Cette volonté a été réaffirmée dans le préambule de la ’’Convention d’Alger de 1968’’, telle que modifiée et adoptée à Maputo, en des termes encore plus clairs traduisant leur désir d’entreprendre une action individuelle ou collective en vue de la conservation, de l’utilisation et du développement de ce capital par l’établissement et le maintien de son utilisation durable. De plus, l’article 2 du même texte s’est assigné trois objectifs principaux qui se résument en l’amélioration de la protection de l’environnement, la promotion de la conservation et l’utilisation durable des ressources naturelles et enfin l’harmonisation et la coordination des politiques dans ces domaines en vue de mettre en place des politiques et des programmes de développement. La Cour européenne des droits de l’homme a en outre souligné que la jouissance effective des droits compris dans la Convention européenne des droits de l’homme dépend notamment d’un environnement de qualité, calme et sain, propre à assurer le bien-être.

Quid du couple environnement-développement durable ?

Dans un sens plus universel et c’est l’avis partagé par bien des chercheurs, l’environnement peut comprendre l’ensemble des conditions naturelles, sociales et culturelles qui influencent la vie d’un individu ou d’une communauté. L’article 5 de la loi slovène sur la protection de l’environnement de juin 1993 donne une définition plus simpliste de l’environnement en ce qu’il constitue en une part de la nature qui est ou pourrait être influencée par l’activité humaine. En tant que tel il comprend les ressources à la fois biotiques et abiotiques, telles que l’air, l’eau, le sol, la faune et la flore et les interactions entre les mêmes facteurs ; la propriété qui constitue une partie de l’héritage culturel ; les aspects caractéristiques du paysage. Par ailleurs, la Commission mondiale sur l’environnement et le développement a, en 1987 dans le rapport de Brundtland, défini le développement durable comme celui qui répond aux besoins présents sans compromettre la capacité des générations futures à subvenir à leurs propres besoins. Après avoir vidé le contenu de ces deux notions, abordons maintenant les principes de la convention sous examen.
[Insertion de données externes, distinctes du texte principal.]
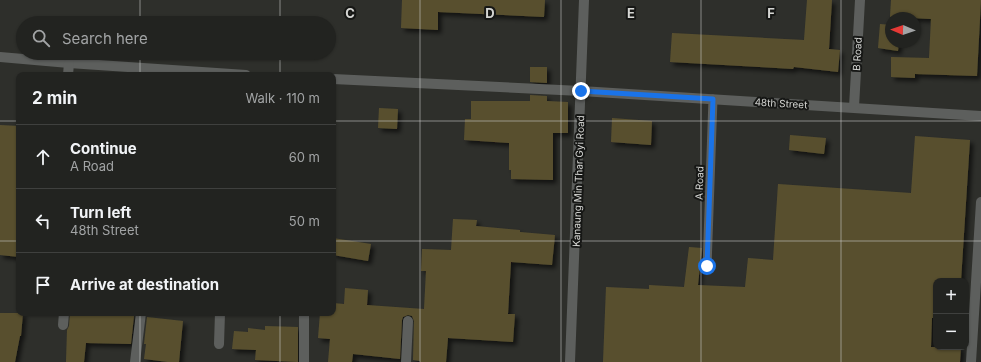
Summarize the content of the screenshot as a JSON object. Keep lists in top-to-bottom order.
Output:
{
  "streets": {
    "street": ["B Road", "48th Street", "Kanaung Min Thar Gyi Road"],
    "lane": ["A Road"]
  },
  "crossings": [
    ["B Road", "48th Street"],
    ["48th Street", "Kanaung Min Thar Gyi Road"],
    ["48th Street", "A Road"]
  ],
  "north": "left",
  "page": {
    "search": "Search here",
    "heading": ["2 min", "Walk · 110 m"],
    "list": [
      ["Continue", "A Road", "60 m"],
      ["Turn left", "48th Street", "50 m"],
      "Arrive at destination"
    ],
    "map_buttons": ["+", "−"]
  },
  "grid": {
    "columns": [
      "C",
      "D",
      "E",
      "F"
    ]
  }
}
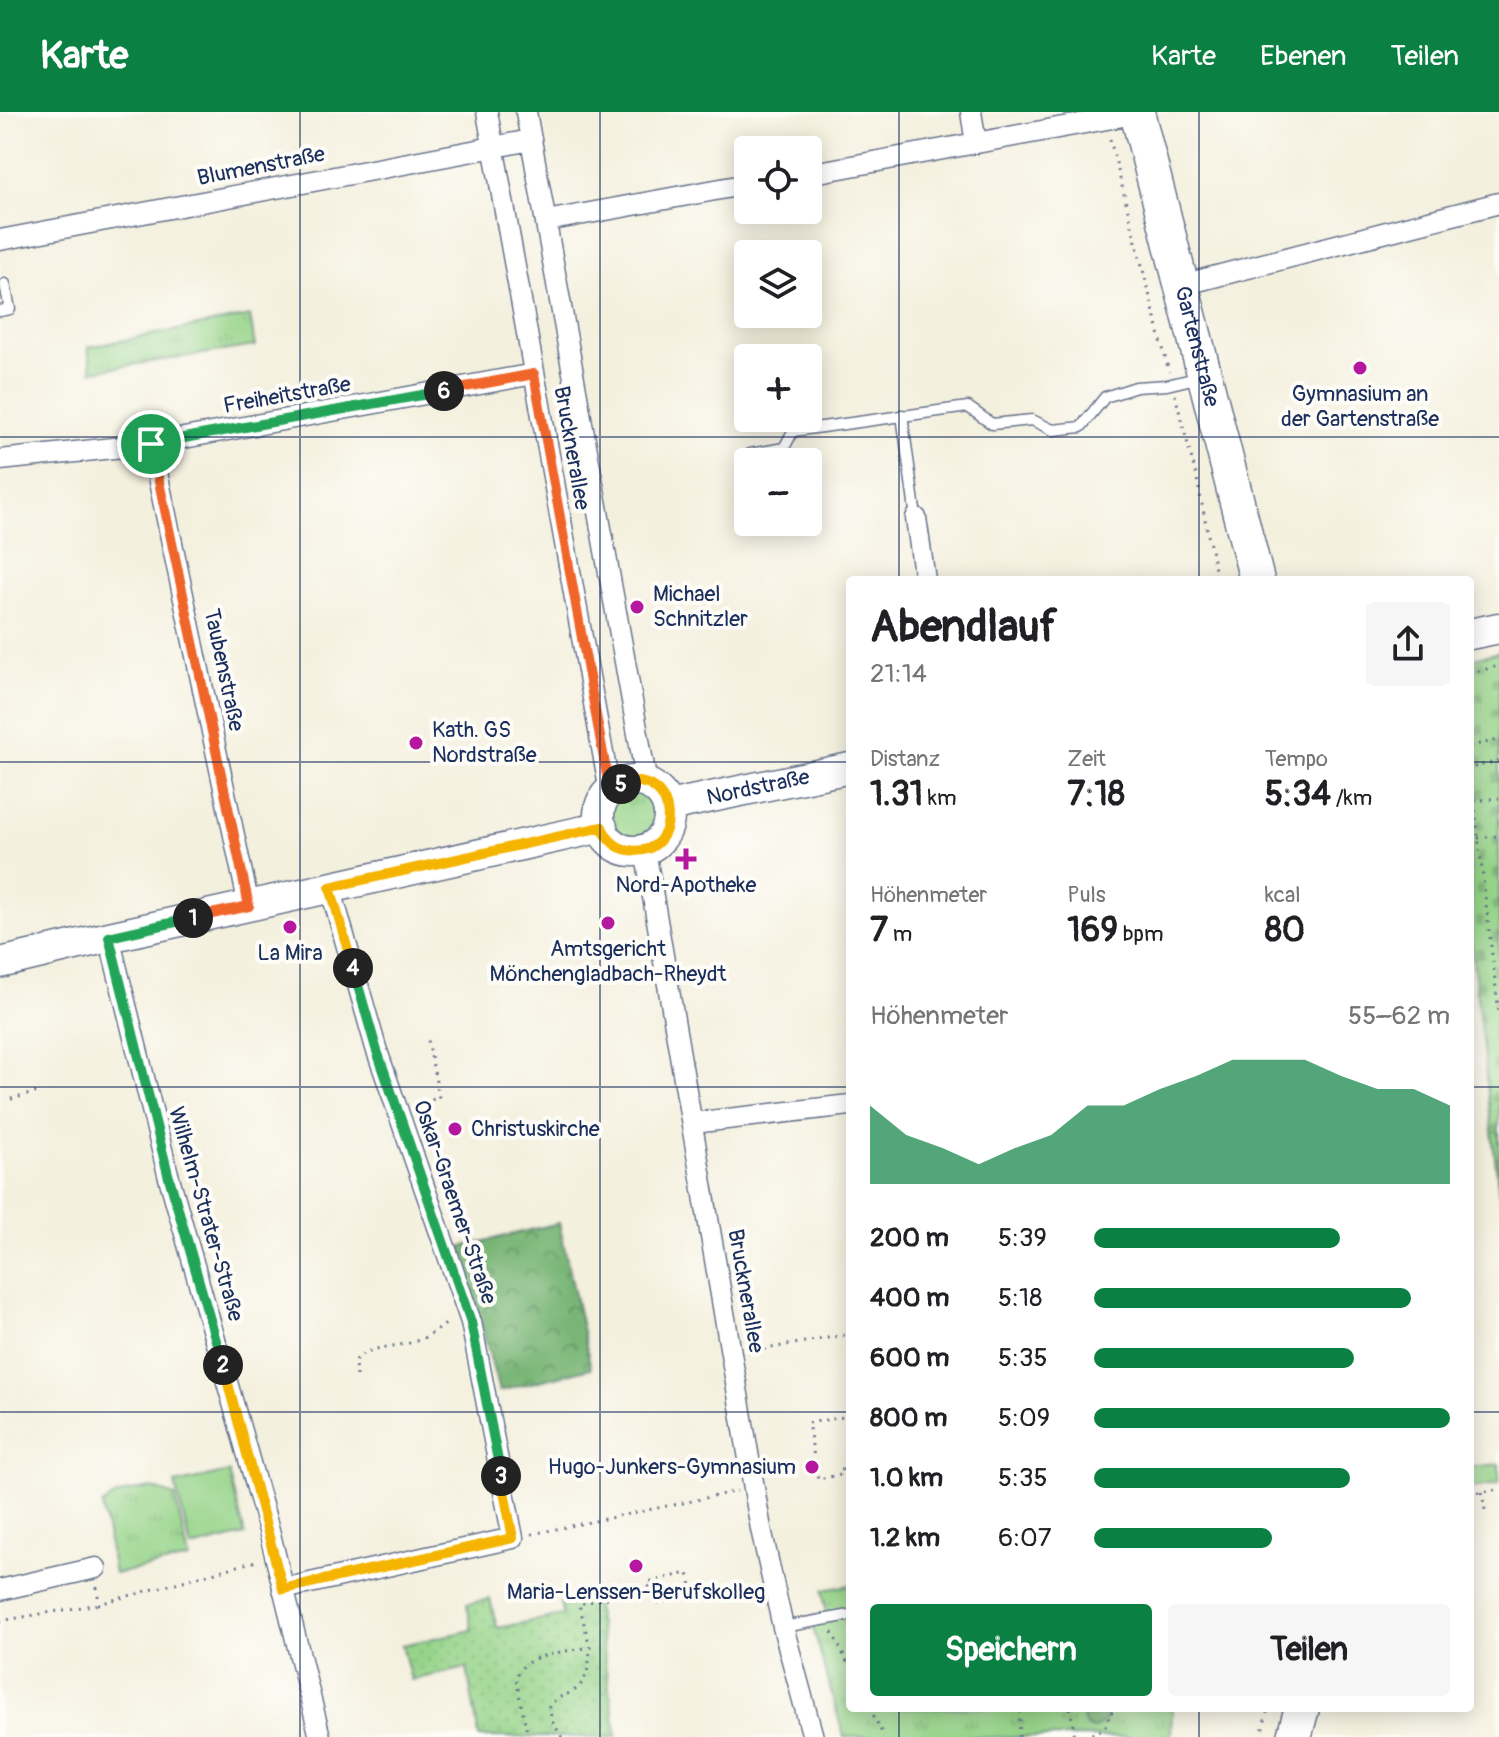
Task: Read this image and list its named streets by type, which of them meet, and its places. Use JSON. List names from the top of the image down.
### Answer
{
  "streets": {
    "main road": ["Gartenstraße"],
    "street": [
      "Blumenstraße",
      "Freiheitstraße",
      "Brucknerallee",
      "Taubenstraße",
      "Nordstraße",
      "Oskar-Graemer-Straße",
      "Wilhelm-Strater-Straße"
    ]
  },
  "crossings": [
    ["Blumenstraße", "Brucknerallee"],
    ["Freiheitstraße", "Brucknerallee"],
    ["Freiheitstraße", "Taubenstraße"],
    ["Brucknerallee", "Nordstraße"]
  ],
  "places": {
    "other": [
      "Gymnasium an der Gartenstraße",
      "Michael Schnitzler",
      "Kath. GS Nordstraße",
      "Amtsgericht Mönchengladbach-Rheydt",
      "La Mira",
      "Christuskirche",
      "Hugo-Junkers-Gymnasium",
      "Maria-Lenssen-Berufskolleg"
    ],
    "health": ["Nord-Apotheke"]
  },
  "page": {
    "header": "Karte",
    "nav": ["Karte", "Ebenen", "Teilen"],
    "map_buttons": ["+", "−"],
    "pins": [
      "6",
      "5",
      "1",
      "4",
      "2",
      "3"
    ],
    "heading": ["Abendlauf", "21:14"],
    "stats": [
      ["Distanz", "1.31 km"],
      ["Zeit", "7:18"],
      ["Tempo", "5:34 /km"],
      ["Höhenmeter", "7 m"],
      ["Puls", "169 bpm"],
      ["kcal", "80"]
    ],
    "chart": ["Höhenmeter", "55–62 m"],
    "list": [
      {
        "name": "200 m",
        "note": "5:39"
      },
      {
        "name": "400 m",
        "note": "5:18"
      },
      {
        "name": "600 m",
        "note": "5:35"
      },
      {
        "name": "800 m",
        "note": "5:09"
      },
      {
        "name": "1.0 km",
        "note": "5:35"
      },
      {
        "name": "1.2 km",
        "note": "6:07"
      }
    ],
    "buttons": ["Speichern", "Teilen"]
  }
}
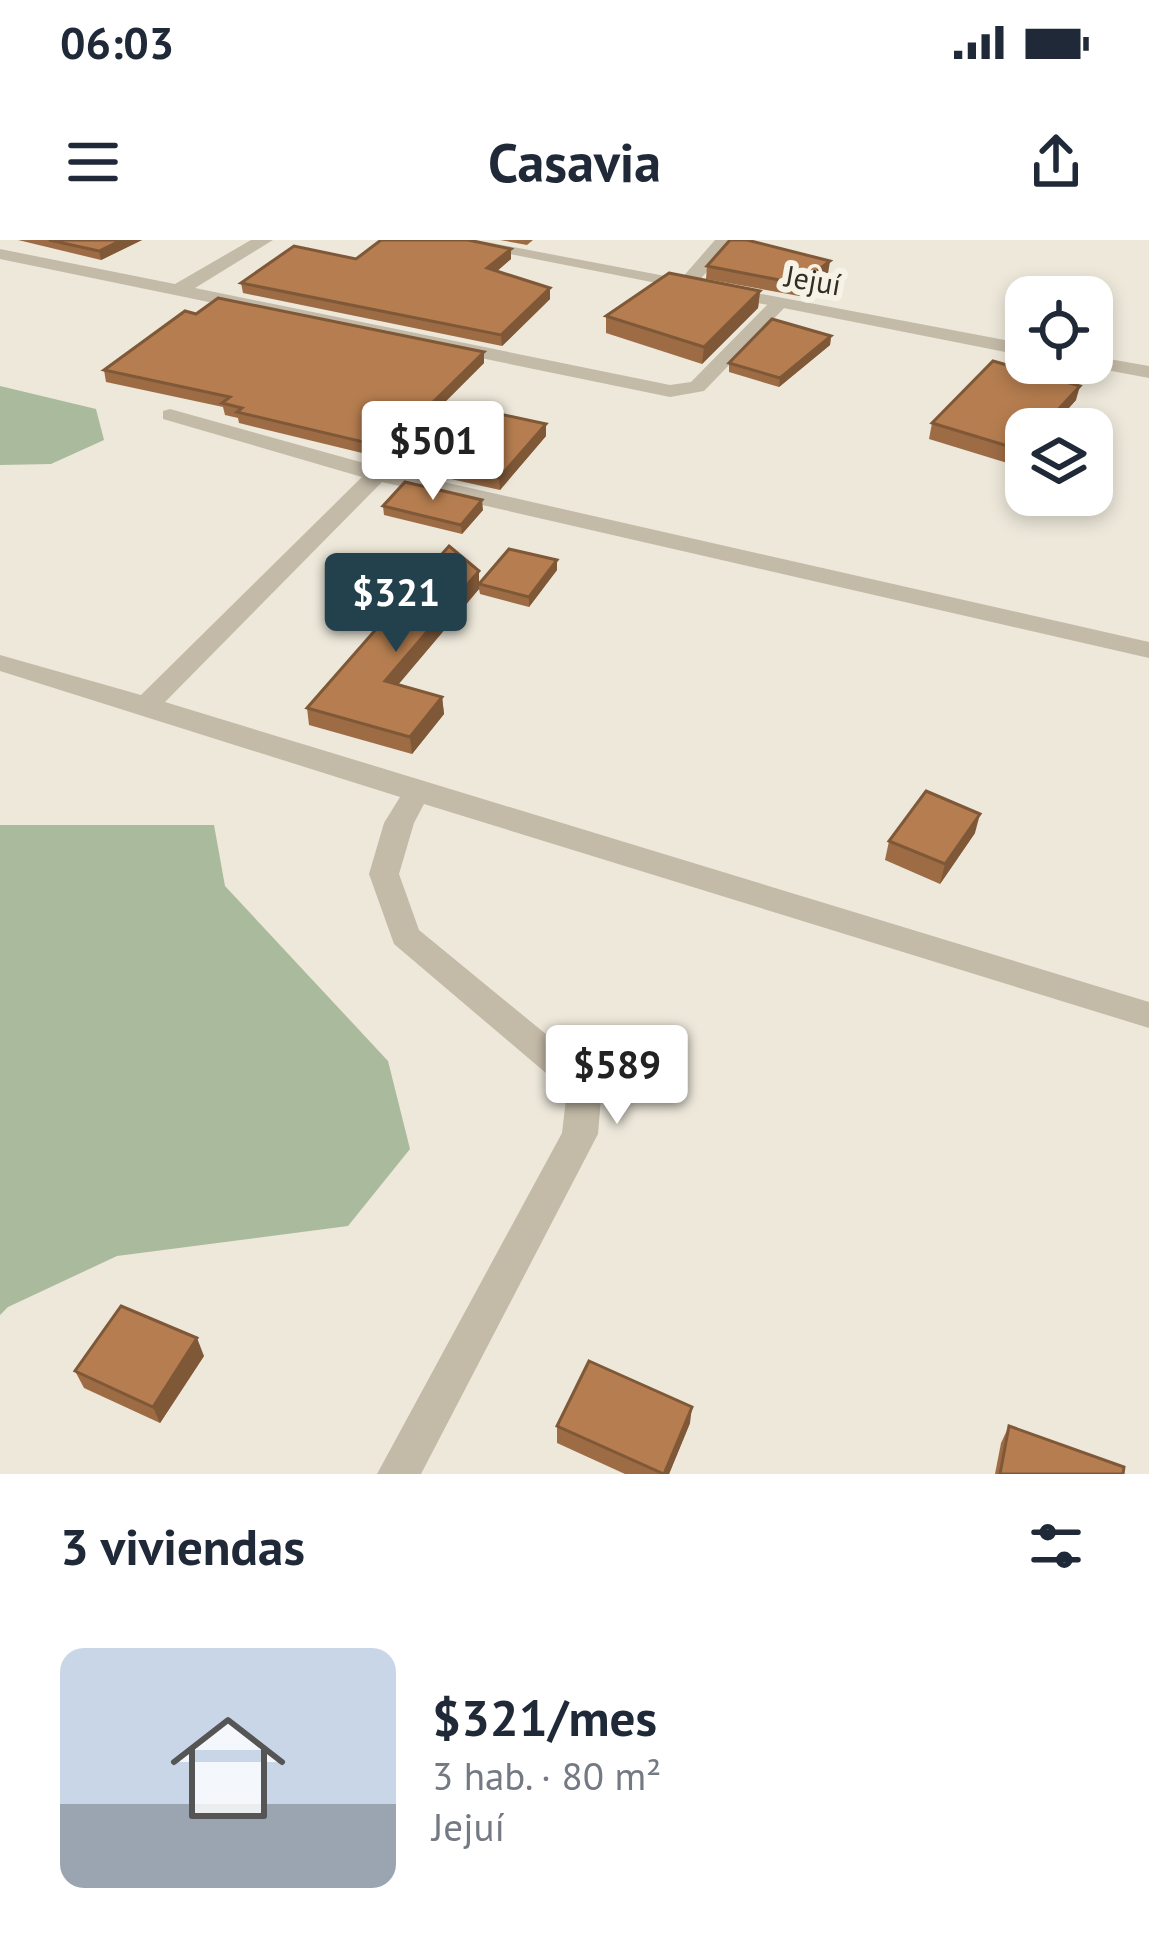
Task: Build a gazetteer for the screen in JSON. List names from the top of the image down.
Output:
{
  "streets": {
    "street": ["Jejuí"]
  },
  "page": {
    "status": "06:03",
    "header": "Casavia",
    "price": ["$501", "$321", "$589"],
    "heading": "3 viviendas",
    "list": [
      {
        "name": "$321/mes",
        "note": "3 hab. · 80 m² · Jejuí"
      }
    ]
  }
}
La convention fixe à son article 3, trois principes fondamentaux, qui devraient présider toutes les actions des Etats-parties, que nous allons évoquer dans les lignes qui vont suivre sans en percer aussi largement la profondeur. Tout d’abord, on en a suffisamment parlé, elle reprend le droit de tous les peuples à un environnement satisfaisant qui favorise leur développement. En effet, c’est la lecture de la déclaration de Stockholm de 1972 qui vient faciliter la compréhension de ce principe en ce sens qu’elle renseigne que l’homme a droit à des conditions de vie satisfaisantes, dans un environnement dont la qualité lui permette de vivre dans la dignité et le bien-être. Ainsi, nous pensons que les États doivent donc s’évertuer à réunir des conditions de vie qui n’inquiètent pas la vie de ses citoyens.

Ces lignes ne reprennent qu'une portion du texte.